Provided records:
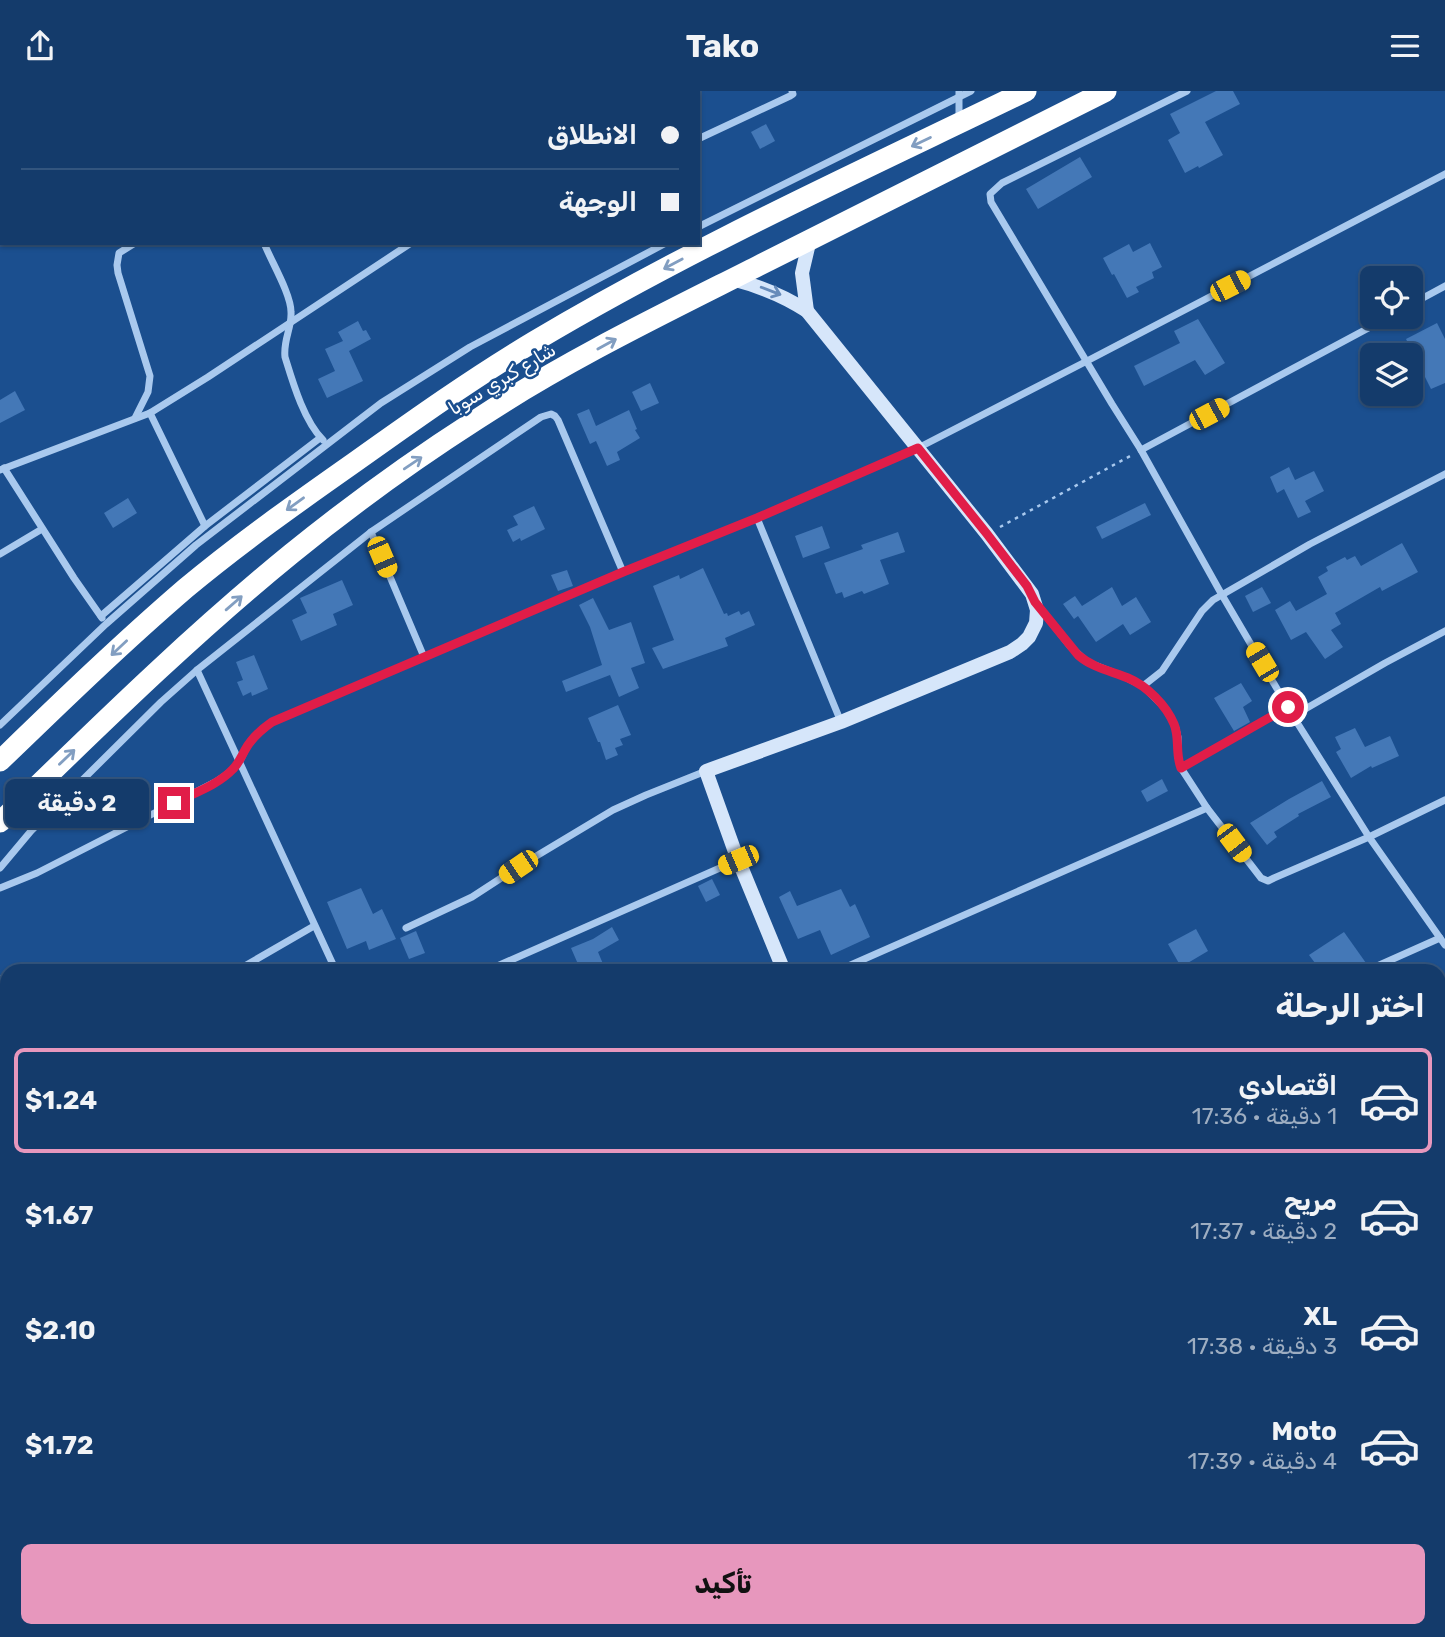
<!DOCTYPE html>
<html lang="ar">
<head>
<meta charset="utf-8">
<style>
  :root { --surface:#143b6b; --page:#1d4271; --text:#f1f3f6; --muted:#9dadc1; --line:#33557e; --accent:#e797bd }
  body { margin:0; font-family:Rubik,Cairo,sans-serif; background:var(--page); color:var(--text); direction:rtl; height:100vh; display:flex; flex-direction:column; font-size:26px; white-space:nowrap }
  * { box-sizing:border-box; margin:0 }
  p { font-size:23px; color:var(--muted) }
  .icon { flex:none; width:38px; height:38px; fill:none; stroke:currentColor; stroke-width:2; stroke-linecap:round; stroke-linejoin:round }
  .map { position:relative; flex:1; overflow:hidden; direction:ltr }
  .drawer { position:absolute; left:0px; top:873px; width:1446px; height:674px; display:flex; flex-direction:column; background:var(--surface); border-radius:21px 21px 0 0; box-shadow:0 2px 5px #0004,0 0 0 2px var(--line); direction:rtl }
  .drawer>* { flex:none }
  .hud { position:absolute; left:0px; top:0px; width:700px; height:154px; box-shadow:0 2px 5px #0004,0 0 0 2px var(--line); direction:rtl; display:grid; align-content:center; height:154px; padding:0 21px; background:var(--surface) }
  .buttons { position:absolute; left:1360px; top:175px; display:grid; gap:14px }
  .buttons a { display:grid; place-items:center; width:63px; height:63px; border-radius:10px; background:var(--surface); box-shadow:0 2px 5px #0004,0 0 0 2px var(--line); font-size:35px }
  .end { position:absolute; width:32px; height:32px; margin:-16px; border:9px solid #e11d48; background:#fff; box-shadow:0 0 0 4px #fff }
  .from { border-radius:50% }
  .bubble { position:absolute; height:49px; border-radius:10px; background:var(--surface); box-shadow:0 2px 5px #0004,0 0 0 2px var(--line); font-size:23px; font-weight:700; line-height:49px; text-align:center; direction:rtl }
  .car { position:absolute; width:21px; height:42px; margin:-21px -10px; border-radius:9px; box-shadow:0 0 5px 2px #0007; background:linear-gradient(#f5c518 24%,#345 0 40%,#f5c518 0 76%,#345 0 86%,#f5c518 0) }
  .hud b { display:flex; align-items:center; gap:24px; height:66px; font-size:26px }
  .hud b+b { border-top:2px solid var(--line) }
  .hud i { width:18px; height:18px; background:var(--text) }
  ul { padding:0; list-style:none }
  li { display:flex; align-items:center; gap:21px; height:105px; margin:0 14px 10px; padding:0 7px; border:4px solid transparent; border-radius:10px }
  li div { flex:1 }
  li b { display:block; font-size:26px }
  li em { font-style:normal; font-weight:700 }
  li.selected { border-color:var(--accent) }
  li>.icon { width:63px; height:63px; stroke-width:1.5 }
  h2 { padding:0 21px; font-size:32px; line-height:84px }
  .cta { display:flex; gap:14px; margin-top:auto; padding:14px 21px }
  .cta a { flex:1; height:80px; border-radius:10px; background:var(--accent); color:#111; font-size:28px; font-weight:700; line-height:80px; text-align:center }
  header { display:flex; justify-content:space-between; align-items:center; height:91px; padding:0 21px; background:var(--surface); font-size:32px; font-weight:700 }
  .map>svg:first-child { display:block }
  .building { fill:#4478b7 }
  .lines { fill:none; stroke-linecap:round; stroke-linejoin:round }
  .path { stroke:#a9c9ee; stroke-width:2.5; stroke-dasharray:3.5 5; stroke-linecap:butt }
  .street { stroke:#a9c9ee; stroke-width:7 }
  .secondary { stroke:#d6e6fa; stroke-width:14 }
  .highway { stroke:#fff; stroke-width:21 }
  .oneway { stroke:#829ec1 }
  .oneway2 { stroke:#668bba }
  .route { stroke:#e11d48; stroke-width:9 }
  .labels { text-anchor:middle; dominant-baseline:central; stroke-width:5; stroke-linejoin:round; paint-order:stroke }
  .street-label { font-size:19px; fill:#fff; stroke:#1b4f8f }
</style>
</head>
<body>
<header><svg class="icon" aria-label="menu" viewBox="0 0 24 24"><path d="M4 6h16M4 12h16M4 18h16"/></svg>Tako<svg class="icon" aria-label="share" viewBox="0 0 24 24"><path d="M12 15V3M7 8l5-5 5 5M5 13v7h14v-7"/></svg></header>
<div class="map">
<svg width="1445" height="1546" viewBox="0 0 1445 1546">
  <rect width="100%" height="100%" fill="#1b4f8f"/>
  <g class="building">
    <polygon points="1216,0 1233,0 1240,13 1205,31 1223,64 1199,77 1198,75 1185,82 1168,49 1180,42 1170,23"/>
    <polygon points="766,33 775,50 760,58 751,41"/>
    <polygon points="1080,66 1092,86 1038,118 1026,98"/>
    <polygon points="1150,152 1162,176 1152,181 1154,187 1136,196 1139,201 1127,207 1114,183 1112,184 1103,167 1129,153 1133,161"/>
    <polygon points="1198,228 1225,272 1205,284 1195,269 1144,295 1134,275 1180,252 1174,240"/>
    <polygon points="358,230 363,240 366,239 371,248 349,260 363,290 327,307 318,288 335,280 325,258 343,250 338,241"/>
    <polygon points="1437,232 1445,248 1445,292 1431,298 1406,248"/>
    <polygon points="650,292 659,312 641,320 632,301"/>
    <polygon points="15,300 25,319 0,332 0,309"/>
    <polygon points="589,318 596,335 629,319 637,338 635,339 640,347 617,361 620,369 607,375 596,350 590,353 577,323"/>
    <polygon points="1289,376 1295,389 1314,380 1324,400 1305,410 1311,421 1298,427 1284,398 1277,402 1270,386"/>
    <polygon points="128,407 137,422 113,437 104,422"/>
    <polygon points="1145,412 1151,424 1102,448 1096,436"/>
    <polygon points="534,415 545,438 521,450 520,447 513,451 507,439 518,434 513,425"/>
    <polygon points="822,435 830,457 803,467 795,445"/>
    <polygon points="898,441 905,461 880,469 889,493 864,503 862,500 844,507 842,501 836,503 824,472 863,458 861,454"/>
    <polygon points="1402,452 1418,481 1382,500 1380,496 1335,522 1341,533 1331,539 1343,556 1325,568 1306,541 1291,549 1275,519 1290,510 1296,520 1327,503 1318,486 1328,480 1326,476 1345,466 1347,469 1355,465 1361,475"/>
    <polygon points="703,477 724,523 727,522 728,525 739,520 741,524 749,520 755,534 725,547 728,555 663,578 652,557 674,549 653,495 679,484 680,488"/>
    <polygon points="567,479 573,495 558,500 551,484"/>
    <polygon points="342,489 353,514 333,523 337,534 301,550 292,529 307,522 300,507"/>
    <polygon points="1112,496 1122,515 1136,506 1151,531 1130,544 1123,533 1096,551 1078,525 1074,528 1063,513 1075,505 1082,515"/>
    <polygon points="1262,496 1271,512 1253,521 1245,505"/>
    <polygon points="593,507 609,539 631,531 645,572 631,577 639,597 619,606 610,584 566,601 562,590 602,574 590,536 579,514"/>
    <polygon points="254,564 268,598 252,605 251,601 243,605 237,591 243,589 236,571"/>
    <polygon points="1241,592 1252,610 1243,616 1250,631 1234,640 1214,607"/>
    <polygon points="618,614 631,644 620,648 623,654 615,657 618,664 606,669 600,651 598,651 588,627"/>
    <polygon points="1355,637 1365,656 1390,645 1399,665 1372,677 1371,675 1351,687 1336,661 1341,658 1335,646"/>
    <polygon points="1162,688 1168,700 1147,711 1141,700"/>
    <polygon points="1322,690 1331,706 1298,723 1299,725 1274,741 1277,746 1267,754 1250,732 1289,708"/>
    <polygon points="712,788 720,804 706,811 698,795"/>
    <polygon points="361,797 373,823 382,818 396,848 369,859 366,850 347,858 327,811"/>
    <polygon points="841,798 850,816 855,813 870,846 831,864 820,839 798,848 779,806 790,800 797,815"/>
    <polygon points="612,836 619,849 598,861 606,880 581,880 571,857 593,848"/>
    <polygon points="1196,838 1208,860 1181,876 1168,853"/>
    <polygon points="416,840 425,862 409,868 400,847"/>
    <polygon points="1344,841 1366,872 1353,880 1321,880 1309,864"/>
  </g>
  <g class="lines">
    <g class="path">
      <polyline points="1000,436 1132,364"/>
      <polyline points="88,701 106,736"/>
    </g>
    <g class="street">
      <polyline points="209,0 209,2"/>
      <polyline points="615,0 616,2"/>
      <polyline points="959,0 959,27"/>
      <polyline points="1187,0 1002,92 990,103 991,111 1112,313 1141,359 1222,504 1293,625 1369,746 1445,854"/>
      <polyline points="0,1 1,0"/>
      <polyline points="373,2 376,0"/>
      <polyline points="698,48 790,5 793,3 792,0"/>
      <polyline points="698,136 971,0"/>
      <path d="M264,152C271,170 291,203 291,221C292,237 283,249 285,266C293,292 304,330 323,349"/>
      <polyline points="1410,214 1445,195"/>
      <polyline points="150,322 205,435"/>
      <polyline points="135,327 148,301 150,285 118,182 117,174 119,162 135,152"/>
      <polyline points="1141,359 1389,226"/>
      <polyline points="4,377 74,487 102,527"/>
      <polyline points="0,379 150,322 208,286 411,152"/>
      <polyline points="757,427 841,631"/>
      <polyline points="371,441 424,566"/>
      <polyline points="0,463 42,438"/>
      <polyline points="1040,517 1070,555 1087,571 1125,586 1143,595 1165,617 1173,631 1176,638 1178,646 1178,666 1181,677 1207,717 1261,787 1268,790 1274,787 1369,746 1445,709"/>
      <polyline points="101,525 205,435 320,347"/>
      <polyline points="197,579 336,880"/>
      <polyline points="1143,595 1162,580 1202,520 1213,509 1310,453 1445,383"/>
      <polyline points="1293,625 1385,572 1445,540"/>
      <polyline points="0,634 106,533 196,454 381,312 470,256 666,152"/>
      <polyline points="1181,677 1288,616"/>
      <polyline points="0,777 31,740 161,611 197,579 371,441 541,326 551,323 555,325 558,329 623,481"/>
      <path d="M0,797L37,782L217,690C225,685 234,679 239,671C243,666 244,660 247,656C254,646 262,638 272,631L623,481L757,427L918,357L1087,270L1445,83"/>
      <polyline points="406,837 472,806 518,776 613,719 646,704 706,680"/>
      <polyline points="236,880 314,835"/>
      <polyline points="486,880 738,769"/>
      <polyline points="837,880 1207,717"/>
      <polyline points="1366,880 1440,847"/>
      <polyline points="0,888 7,901"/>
      <polyline points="0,1027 7,1023"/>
      <polyline points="1438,1089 1445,1086"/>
      <polyline points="0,1095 7,1107"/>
      <polyline points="0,1143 7,1140"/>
      <polyline points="0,1213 7,1210"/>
      <polyline points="1438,1344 1445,1341"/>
      <polyline points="0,1381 7,1378"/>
      <polyline points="0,1398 7,1413"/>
      <polyline points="0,1480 7,1477"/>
      <polyline points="168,1540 171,1546"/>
      <polyline points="392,1540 395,1546"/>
      <polyline points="735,1540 739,1546"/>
      <polyline points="1128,1540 1129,1546"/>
      <polyline points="149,1546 156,1540"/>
      <polyline points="556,1546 570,1540"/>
      <polyline points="814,1546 823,1540"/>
      <polyline points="1080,1546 1085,1540"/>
      <polyline points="1426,1546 1445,1537"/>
    </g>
    <g class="secondary">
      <path d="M732,188C759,195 783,204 807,220L987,443L1032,503L1037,519L1036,532L1029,546L1022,553L1010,561L841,631L706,680L735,761L784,880"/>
      <polyline points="807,220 802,182 810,148"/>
      <polyline points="860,1540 862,1546"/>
    </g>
    <g class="highway">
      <path d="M0,670C61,611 122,552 186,497C240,452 298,411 355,371C414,329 473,287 535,250C693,156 861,80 1026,0"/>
      <path d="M0,731C95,639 189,546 291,463C350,415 412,370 476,329C565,270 663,223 758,175C874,116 990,58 1106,0"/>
    </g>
  </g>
  <defs><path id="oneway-shaft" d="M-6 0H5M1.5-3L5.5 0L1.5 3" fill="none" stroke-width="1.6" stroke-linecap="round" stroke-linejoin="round" transform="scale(1.75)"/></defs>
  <g class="oneway">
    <use href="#oneway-shaft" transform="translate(921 51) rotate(154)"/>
    <use href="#oneway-shaft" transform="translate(673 173) rotate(152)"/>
    <use href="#oneway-shaft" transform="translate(607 253) rotate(-29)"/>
    <use href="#oneway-shaft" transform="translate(413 372) rotate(-34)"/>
    <use href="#oneway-shaft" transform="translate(295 413) rotate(144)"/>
    <use href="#oneway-shaft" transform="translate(234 512) rotate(-41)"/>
    <use href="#oneway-shaft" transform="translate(119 557) rotate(137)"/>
    <use href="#oneway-shaft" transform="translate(67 666) rotate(-44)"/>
  </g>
  <use class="oneway2" href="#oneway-shaft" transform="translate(771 200) rotate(21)"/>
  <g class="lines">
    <path class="route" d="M174,712C194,702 218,694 233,678C239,672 241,666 245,659C251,648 262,638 272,631L623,481L757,427L918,357L987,443L1027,495L1035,511L1078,564C1093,577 1111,580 1128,587C1147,595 1166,614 1174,633C1180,647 1175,662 1181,677L1288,616"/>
  </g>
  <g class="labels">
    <g class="street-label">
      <text transform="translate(502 288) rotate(-31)">شارع كبري سوبا</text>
    </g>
  </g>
</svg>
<div class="buttons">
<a><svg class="icon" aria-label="locate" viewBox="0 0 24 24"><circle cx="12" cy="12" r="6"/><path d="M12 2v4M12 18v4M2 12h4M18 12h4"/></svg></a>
<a><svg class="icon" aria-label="layers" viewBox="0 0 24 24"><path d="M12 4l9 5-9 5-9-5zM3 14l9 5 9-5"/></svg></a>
</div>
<i class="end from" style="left:1288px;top:616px"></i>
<i class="end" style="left:174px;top:712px"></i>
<div class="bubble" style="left:5px;top:688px;width:144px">2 دقيقة</div>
<i class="car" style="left:1230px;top:195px;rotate:63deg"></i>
<i class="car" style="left:1209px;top:323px;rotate:62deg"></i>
<i class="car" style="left:382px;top:466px;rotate:157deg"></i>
<i class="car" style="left:1262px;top:571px;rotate:329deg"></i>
<i class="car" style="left:1234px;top:752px;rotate:143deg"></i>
<i class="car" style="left:738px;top:769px;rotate:247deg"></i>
<i class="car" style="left:518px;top:776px;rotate:236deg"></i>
<div class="hud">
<b><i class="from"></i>الانطلاق</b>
<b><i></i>الوجهة</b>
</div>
<section class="drawer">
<h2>اختر الرحلة</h2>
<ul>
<li class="selected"><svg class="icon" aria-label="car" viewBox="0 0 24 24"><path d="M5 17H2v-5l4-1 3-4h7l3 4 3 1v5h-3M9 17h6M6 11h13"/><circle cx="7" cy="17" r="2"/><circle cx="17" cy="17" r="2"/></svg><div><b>اقتصادي</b><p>1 دقيقة · 17:36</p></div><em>$1.24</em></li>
<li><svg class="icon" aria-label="car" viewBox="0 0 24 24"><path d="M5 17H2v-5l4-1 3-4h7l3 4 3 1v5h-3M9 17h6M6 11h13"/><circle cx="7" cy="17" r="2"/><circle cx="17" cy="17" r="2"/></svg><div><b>مريح</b><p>2 دقيقة · 17:37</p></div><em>$1.67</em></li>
<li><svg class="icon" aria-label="car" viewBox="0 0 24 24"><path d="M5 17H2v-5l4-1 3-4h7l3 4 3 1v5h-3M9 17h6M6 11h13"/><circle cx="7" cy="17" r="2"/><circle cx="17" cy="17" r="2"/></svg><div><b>XL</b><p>3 دقيقة · 17:38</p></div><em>$2.10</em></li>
<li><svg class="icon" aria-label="car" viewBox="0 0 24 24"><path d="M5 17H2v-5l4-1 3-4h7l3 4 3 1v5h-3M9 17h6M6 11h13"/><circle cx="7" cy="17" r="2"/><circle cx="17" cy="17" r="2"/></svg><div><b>Moto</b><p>4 دقيقة · 17:39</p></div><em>$1.72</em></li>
</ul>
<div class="cta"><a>تأكيد</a></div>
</section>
</div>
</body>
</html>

Required action: Of the entries listed above, reproduce only the lines starting at the line containing "position:relative; flex:1; overflow:hidden;" and ending at the line containing "position:absolute; height:49px; border-radius:10px;". Include both, exactly as they stand.

Solution:
  .map { position:relative; flex:1; overflow:hidden; direction:ltr }
  .drawer { position:absolute; left:0px; top:873px; width:1446px; height:674px; display:flex; flex-direction:column; background:var(--surface); border-radius:21px 21px 0 0; box-shadow:0 2px 5px #0004,0 0 0 2px var(--line); direction:rtl }
  .drawer>* { flex:none }
  .hud { position:absolute; left:0px; top:0px; width:700px; height:154px; box-shadow:0 2px 5px #0004,0 0 0 2px var(--line); direction:rtl; display:grid; align-content:center; height:154px; padding:0 21px; background:var(--surface) }
  .buttons { position:absolute; left:1360px; top:175px; display:grid; gap:14px }
  .buttons a { display:grid; place-items:center; width:63px; height:63px; border-radius:10px; background:var(--surface); box-shadow:0 2px 5px #0004,0 0 0 2px var(--line); font-size:35px }
  .end { position:absolute; width:32px; height:32px; margin:-16px; border:9px solid #e11d48; background:#fff; box-shadow:0 0 0 4px #fff }
  .from { border-radius:50% }
  .bubble { position:absolute; height:49px; border-radius:10px; background:var(--surface); box-shadow:0 2px 5px #0004,0 0 0 2px var(--line); font-size:23px; font-weight:700; line-height:49px; text-align:center; direction:rtl }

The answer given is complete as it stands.